I finally got my newest book - A Haunting Affair (paranormal romantic suspense/mystery) up to Kindle, Smashwords and Pubit yesterday. Then woke to find people had 'bought' copies. What a trip!


----------



## jackblaine

I just discovered this thread!  So much great news here, I wanted to share my little piece--my book, Helper12, is getting great reader reviews on Amazon, after less than a month on sale.  I have yet to sell in the UK or Germany, but I am thrilled with the US reaction!  Love the emails form folks saying they enjoyed it.


----------



## Jason Kristopher

After my first month of being a published author, I have several reasons to celebrate:


My very first book, _The Dying of the Light: End_ (the first in a zombie apocalypse trilogy) has been out for a little more than a month on Kindle, Amazon (print), Nook and everywhere else.

In that time, I've sold 205 copies, across all editions (print & ebook).

I've sold 71 copies on Kindle, 65 of those in June alone.

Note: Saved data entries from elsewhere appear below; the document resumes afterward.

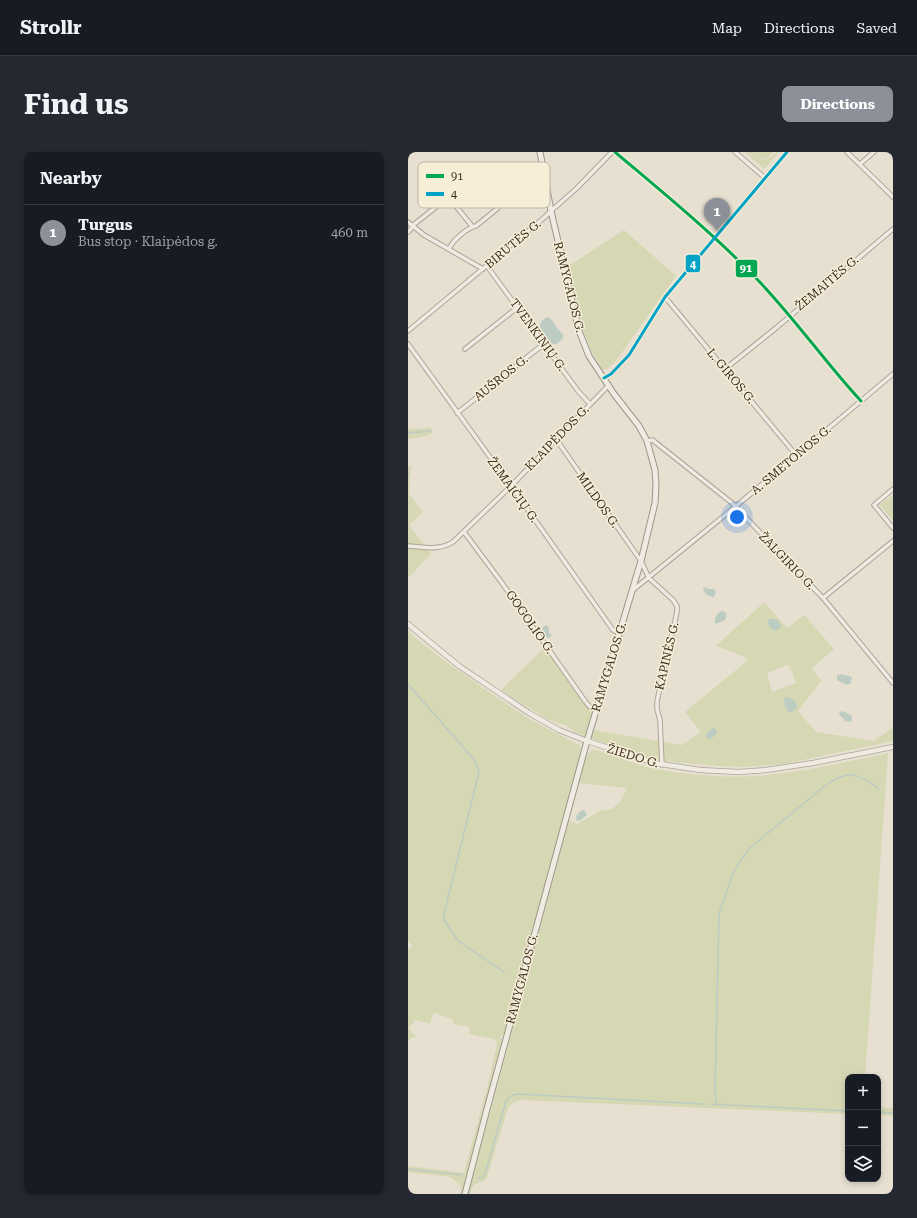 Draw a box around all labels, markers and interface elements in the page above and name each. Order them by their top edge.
text: Strollr [20,16,82,39]
text: Map [712,20,742,36]
text: Directions [764,20,834,36]
text: Saved [856,20,897,36]
button: Directions [782,86,893,122]
text: Find us [24,88,128,121]
legend [418,162,550,208]
text: Nearby [40,168,102,188]
text: 91 [451,170,463,183]
text: 4 [451,188,458,201]
pin: 1 [704,198,730,231]
text: Turgus [78,216,133,234]
street label: BIRUTĖS G. [482,217,544,271]
text: 1 [49,225,57,240]
text: 460 m [331,225,368,240]
text: Bus stop · Klaipėdos g. [78,234,218,249]
street label: RAMYGALOS G. [551,240,587,334]
street label: ŽEMAITĖS G. [793,253,861,313]
line badge: 4 [685,254,701,273]
text: 4 [690,258,697,271]
line badge: 91 [735,259,758,278]
text: 91 [740,262,752,275]
street label: TVENKINIŲ G. [507,296,569,374]
street label: L. GIROS G. [704,346,758,406]
street label: AUŠROS G. [471,352,531,404]
street label: KLAIPĖDOS G. [522,402,592,474]
street label: A. SMETONOS G. [748,422,834,498]
street label: ŽEMAIČIŲ G. [485,455,541,525]
street label: MILDOS G. [574,470,622,530]
your location [727,507,747,527]
street label: ŽALGIRIO G. [756,529,818,593]
street label: GOGOLIO G. [503,588,557,656]
street label: RAMYGALOS G. [589,620,629,714]
street label: KAPINĖS G. [652,621,682,691]
street label: ŽIEDO G. [605,741,661,771]
street label: RAMYGALOS G. [503,932,541,1026]
map controls [845,1074,881,1182]
button: + [845,1074,881,1110]
button: − [845,1110,881,1146]
button: layers [845,1146,881,1182]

I've sold 75 at conventions, and I had over 50 pre-orders.

The book is rated 4.6 out of 5 stars on Amazon, with 14 reviews - none of which were below 4 stars.

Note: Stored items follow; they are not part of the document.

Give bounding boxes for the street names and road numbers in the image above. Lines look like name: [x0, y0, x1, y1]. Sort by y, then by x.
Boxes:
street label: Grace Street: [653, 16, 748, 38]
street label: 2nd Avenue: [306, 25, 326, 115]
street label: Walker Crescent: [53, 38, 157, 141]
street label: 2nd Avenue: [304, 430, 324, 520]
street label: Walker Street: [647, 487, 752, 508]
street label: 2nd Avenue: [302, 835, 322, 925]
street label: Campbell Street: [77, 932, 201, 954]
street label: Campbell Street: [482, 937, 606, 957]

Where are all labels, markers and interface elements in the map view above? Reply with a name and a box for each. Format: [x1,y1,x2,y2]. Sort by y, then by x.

Many of the reviews I've received have mentioned not only that the book is great, but that they were surprised to learn it was my first book, and that even those who aren't interested in zombies will like it.

Not only have I been recognized and asked for my autograph in a non-convention-table setting (the hotel restaurant), I managed to give an autographed copy of the book and a signed copy of the cover art to one of my favorite actors at his request. The actor? Sean Maher, from _Firefly, Serenity_ and this fall's _The Playboy Club_.

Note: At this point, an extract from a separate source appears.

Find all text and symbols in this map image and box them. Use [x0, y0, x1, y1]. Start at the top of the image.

All in all, it's been kind of a big month for me. Next month is my birthday, so I'm hoping it'll be even better.


----------



## GerrieFerrisFinger

Cheers! to all for your celebrations. Mine is that I finally got my first original ebook up on Kindle  on Monday. I'll be happy when I can celebrate my first hundred sales, then add another zero...and another. Yep, we are all dreamers and strivers. May we succeed in all we do. 
Best,
Gerrie


THE GHOST SHIP is a paranormal suspense/romance based on a true story.


----------



## StephenLivingston

Hi all, I was invited to write a guest blog for the website Kindle Authors UK about how I came to publish my short story collection for the Kindle. Check it out at: http://www.kindleauthors.co.uk/


----------



## anne_holly

I just signed a five-story deal with a small publisher, Rebel Ink Press, which includes a paperback edition in 2012!

This will let me salvage two titles that went poof when another small pub imploded. 

I am very pleased.


----------



## J.M Pierce

I just sold my 300th book for the month. A first!

I haven't visited the WC in forever and this thread was my baby. It's awesome to see it still going and that everyone is achieving levels of success. Congrats to all!


----------



## Jerri Kay Lincoln

I was just chosen as one of ten or twelve authors in the Durango, Colorado Literary Festival!  I am so jazzed!


----------



## daringnovelist

Amazon made my mystery collection "Waiter, There's a Clue In My Soup!" free this morning, and it's been going gang-busters.  It has been at the top of the (free) Kindle short stories list most of the afternoon, but now it just hit the top of the mysteries and thrillers.  

#6 Free in Kindle Store (See Top 100 Free in Kindle Store)
#1 in Kindle Store > Kindle eBooks > Fiction > Genre Fiction > Mystery & Thrillers

I'm hoping to see it make the top of the "Free in Kindle Store" list soon, but the competition is clearly getting tougher.

Whoo hoo!


----------



## Doug DePew

Here's my latest. 

I just got invited to a "black tie, gala event" in October called Liberty Gala. It's an annual dinner hosted by Pritzker Military Library in Chicago. I donated a signed book to the collection earlier in the year that they put in the permanent collection. They'll be giving out some awards and having some guest authors. It's a big deal event! 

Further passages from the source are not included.